# Identifying the Role of Serotonergic Signaling in the Maturation ofDendritic Spines

> **NIH NIH F31** · UNIVERSITY OF COLORADO DENVER · 2023 · $37,154

## Abstract

PROJECT SUMMARY
 Functional brain development requires the precise coordination of neurochemicals that allow neurons to
form synapses and communicate with one another. Improper synaptic maturation during critical developmental
time windows often lead to cognitive disabilities, such as those observed in autism spectrum disorders, that can
persist into adulthood. Studies in humans and rodents have linked disbalances of serotonin (5-HT) during
prenatal and early postnatal development to increased rates of behavioral and cognitive deficits and irregular
neuronal development.
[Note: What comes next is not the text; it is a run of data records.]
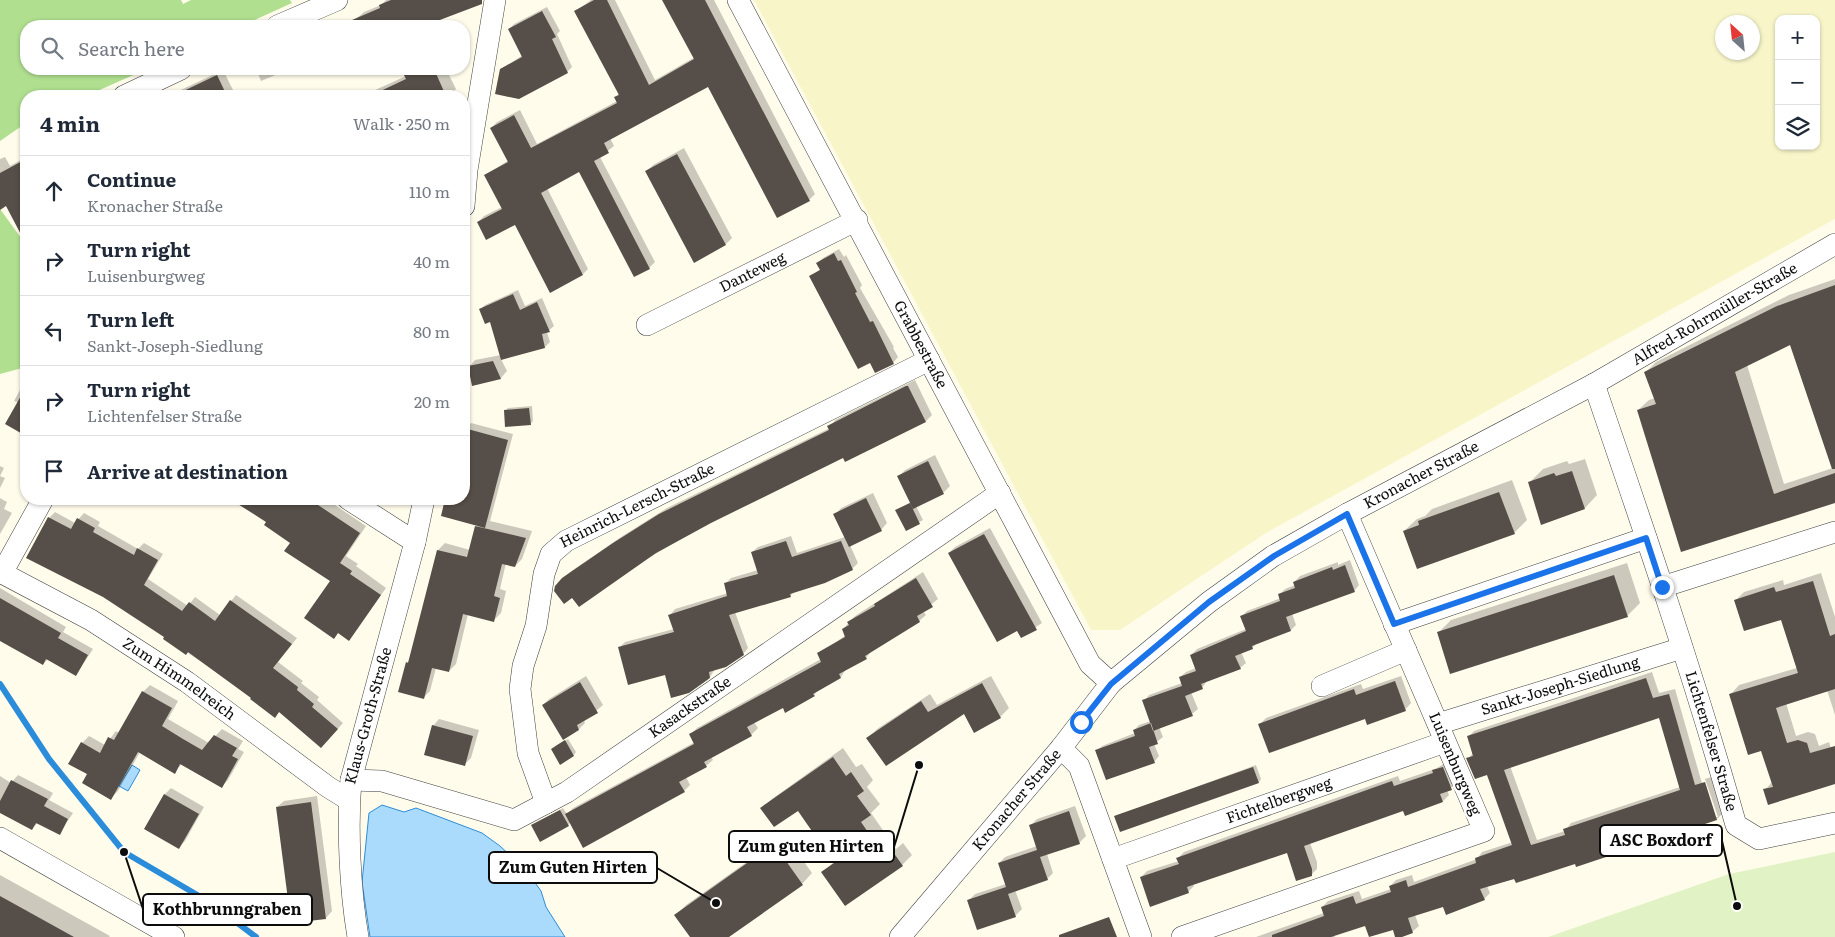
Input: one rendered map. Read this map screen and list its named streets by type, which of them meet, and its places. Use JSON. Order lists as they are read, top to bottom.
{
  "streets": {
    "street": [
      "Danteweg",
      "Alfred-Rohrmüller-Straße",
      "Grabbestraße",
      "Kronacher Straße",
      "Heinrich-Lersch-Straße",
      "Zum Himmelreich",
      "Sankt-Joseph-Siedlung",
      "Kasackstraße",
      "Klaus-Groth-Straße",
      "Lichtenfelser Straße",
      "Luisenburgweg",
      "Fichtelbergweg"
    ]
  },
  "crossings": [
    ["Danteweg", "Grabbestraße"],
    ["Alfred-Rohrmüller-Straße", "Kronacher Straße"],
    ["Alfred-Rohrmüller-Straße", "Lichtenfelser Straße"],
    ["Grabbestraße", "Kronacher Straße"],
    ["Grabbestraße", "Heinrich-Lersch-Straße"],
    ["Grabbestraße", "Kasackstraße"],
    ["Kronacher Straße", "Lichtenfelser Straße"],
    ["Kronacher Straße", "Luisenburgweg"],
    ["Heinrich-Lersch-Straße", "Kasackstraße"],
    ["Zum Himmelreich", "Kasackstraße"],
    ["Zum Himmelreich", "Klaus-Groth-Straße"],
    ["Sankt-Joseph-Siedlung", "Lichtenfelser Straße"],
    ["Sankt-Joseph-Siedlung", "Luisenburgweg"],
    ["Sankt-Joseph-Siedlung", "Fichtelbergweg"],
    ["Kasackstraße", "Klaus-Groth-Straße"],
    ["Luisenburgweg", "Fichtelbergweg"]
  ],
  "places": [
    "Zum guten Hirten",
    "Kothbrunngraben",
    "Zum Guten Hirten",
    "ASC Boxdorf"
  ],
  "north": "top left",
  "page": {
    "map_buttons": ["+", "−"],
    "search": "Search here",
    "heading": ["4 min", "Walk · 250 m"],
    "list": [
      ["Continue", "Kronacher Straße", "110 m"],
      ["Turn right", "Luisenburgweg", "40 m"],
      ["Turn left", "Sankt-Joseph-Siedlung", "80 m"],
      ["Turn right", "Lichtenfelser Straße", "20 m"],
      "Arrive at destination"
    ]
  }
}
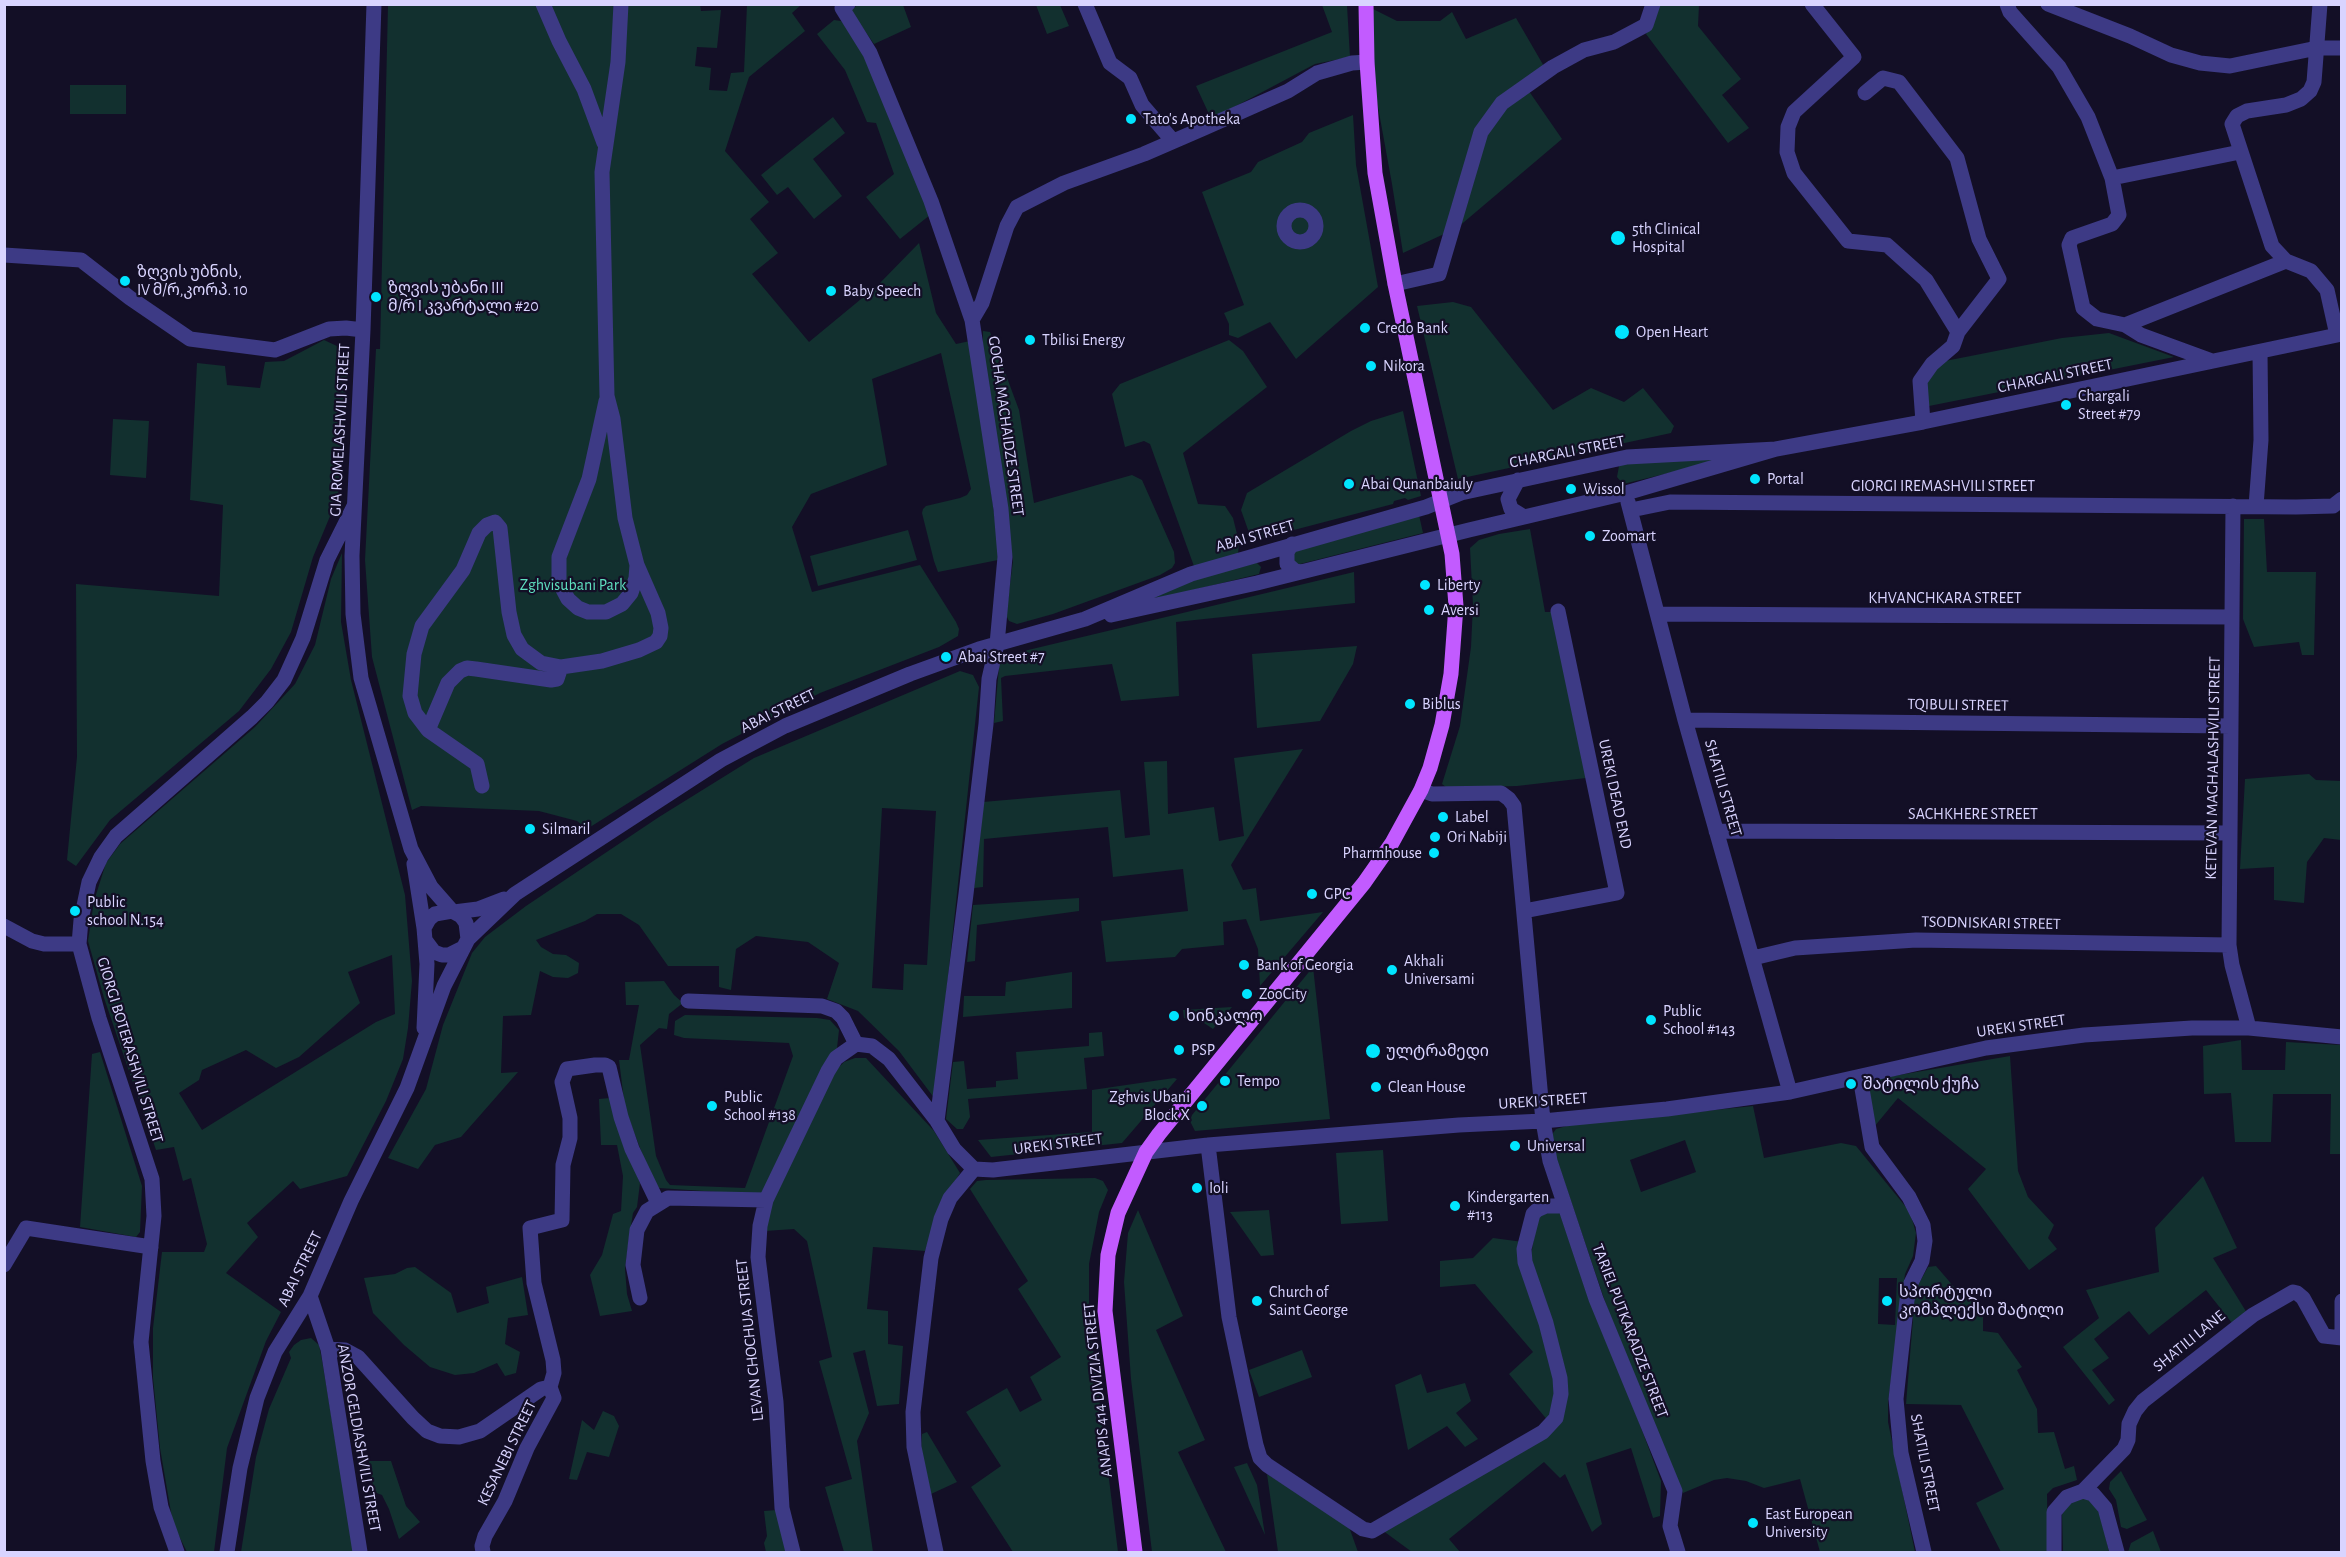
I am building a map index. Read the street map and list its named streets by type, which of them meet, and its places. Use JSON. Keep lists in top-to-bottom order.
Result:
{
  "streets": {
    "main road": ["ANAPIS 414 DIVIZIA STREET"],
    "street": [
      "CHARGALI STREET",
      "GOCHA MACHAIDZE STREET",
      "GIA ROMELASHVILI STREET",
      "GIORGI IREMASHVILI STREET",
      "ABAI STREET",
      "KHVANCHKARA STREET",
      "TQIBULI STREET",
      "KETEVAN MAGHALASHVILI STREET",
      "SHATILI STREET",
      "UREKI DEAD END",
      "SACHKHERE STREET",
      "TSODNISKARI STREET",
      "UREKI STREET",
      "GIORGI BOTERASHVILI STREET",
      "TARIEL PUTKARADZE STREET",
      "LEVAN CHOCHUA STREET",
      "SHATILI LANE",
      "ANZOR GELDIASHVILI STREET",
      "KESANEBI STREET"
    ]
  },
  "crossings": [
    ["CHARGALI STREET", "ABAI STREET"],
    ["CHARGALI STREET", "SHATILI STREET"],
    ["CHARGALI STREET", "ANAPIS 414 DIVIZIA STREET"],
    ["GOCHA MACHAIDZE STREET", "ABAI STREET"],
    ["GOCHA MACHAIDZE STREET", "ANAPIS 414 DIVIZIA STREET"],
    ["GIA ROMELASHVILI STREET", "ABAI STREET"],
    ["GIA ROMELASHVILI STREET", "GIORGI BOTERASHVILI STREET"],
    ["GIORGI IREMASHVILI STREET", "KETEVAN MAGHALASHVILI STREET"],
    ["GIORGI IREMASHVILI STREET", "SHATILI STREET"],
    ["ABAI STREET", "ANAPIS 414 DIVIZIA STREET"],
    ["ABAI STREET", "ANZOR GELDIASHVILI STREET"],
    ["KHVANCHKARA STREET", "KETEVAN MAGHALASHVILI STREET"],
    ["KHVANCHKARA STREET", "SHATILI STREET"],
    ["TQIBULI STREET", "KETEVAN MAGHALASHVILI STREET"],
    ["TQIBULI STREET", "SHATILI STREET"],
    ["KETEVAN MAGHALASHVILI STREET", "SACHKHERE STREET"],
    ["KETEVAN MAGHALASHVILI STREET", "TSODNISKARI STREET"],
    ["KETEVAN MAGHALASHVILI STREET", "UREKI STREET"],
    ["SHATILI STREET", "SACHKHERE STREET"],
    ["SHATILI STREET", "TSODNISKARI STREET"],
    ["SHATILI STREET", "UREKI STREET"],
    ["UREKI STREET", "TARIEL PUTKARADZE STREET"],
    ["UREKI STREET", "ANAPIS 414 DIVIZIA STREET"],
    ["ANZOR GELDIASHVILI STREET", "KESANEBI STREET"]
  ],
  "parks": ["Zghvisubani Park"],
  "places": [
    "Tato's Apotheka",
    "5th Clinical Hospital",
    "ზღვის უბნის, IV მ/რ,კორპ. 10",
    "Baby Speech",
    "ზღვის უბანი III მ/რ I კვარტალი #20",
    "Credo Bank",
    "Open Heart",
    "Tbilisi Energy",
    "Nikora",
    "Chargali Street #79",
    "Portal",
    "Abai Qunanbaiuly",
    "Wissol",
    "Zoomart",
    "Liberty",
    "Aversi",
    "Abai Street #7",
    "Biblus",
    "Label",
    "Silmaril",
    "Ori Nabiji",
    "Pharmhouse",
    "GPC",
    "Public school N.154",
    "Bank of Georgia",
    "Akhali Universami",
    "ZooCity",
    "ხინკალო",
    "Public School #143",
    "PSP",
    "ულტრამედი",
    "Tempo",
    "შატილის ქუჩა",
    "Clean House",
    "Public School #138",
    "Zghvis Ubani Block X",
    "Universal",
    "Ioli",
    "Kindergarten #113",
    "Church of Saint George",
    "სპორტული კომპლექსი შატილი",
    "East European University"
  ]
}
The prefrontal cortex (PFC) is a region of the brain that plays a key role in processing
higher order cognitive functions that are disrupted when 5-HT levels are altered. During early PFC development,
circuit formation is dependent on the functional maturation and stabilization of excitatory synapses, located on
dendritic spines. Our preliminary studies identified a critical role for 5-HT in the development of dendritic spines
within the PFC, indicating that both spine density and size are directly altered after manipulating 5-HT levels in
early postnatal periods. This proposal is comprised of two aims which seek to test the hypothesis that 5-HT can
potentiate and stabilize dendritic spines at a single synapse level. The first aim uses a combination of techniques
including two-color, two-photon uncaging of 5-HT and glutamate neurotransmitters, electrophysiology,
optogenetics, and pharmacology to determine whether 5-HT can induce functional long-term potentiation of
individual dendritic spines. The second aim is designed to identify whether endogenous 5-HT signaling can
stabilize nascent dendritic spines, which will be investigated by using optogenetics, two-photon 5-HT uncaging
and mechanistic studies that include pharmacological approaches and fluorescence lifetime imaging. Together,
these studies seek to establish the role of 5-HT dependent signaling in synapse maturation and stabilization at
a cellular and molecular level. Results from this project will be essential knowledge towards better mitigating the
cognitive disabilities that result from early 5-HT disbalances in the developing brain.

## Key facts

- **NIH application ID:** 10613909
- **Project number:** 5F31HD106632-02
- **Recipient organization:** UNIVERSITY OF COLORADO DENVER
- **Principal Investigator:** Roberto Ogelman
- **Activity code:** F31 (R01, R21, SBIR, etc.)
- **Funding institute:** NIH
- **Fiscal year:** 2023
- **Award amount:** $37,154
- **Award type:** 5
- **Project period:** 2022-04-01 → 2025-03-31

## Primary source

NIH RePORTER: https://reporter.nih.gov/project-details/10613909

## Citation

> US National Institutes of Health, RePORTER application 10613909, Identifying the Role of Serotonergic Signaling in the Maturation ofDendritic Spines (5F31HD106632-02). Retrieved via AI Analytics 2026-05-24 from https://api.ai-analytics.org/grant/nih/10613909. Licensed CC0.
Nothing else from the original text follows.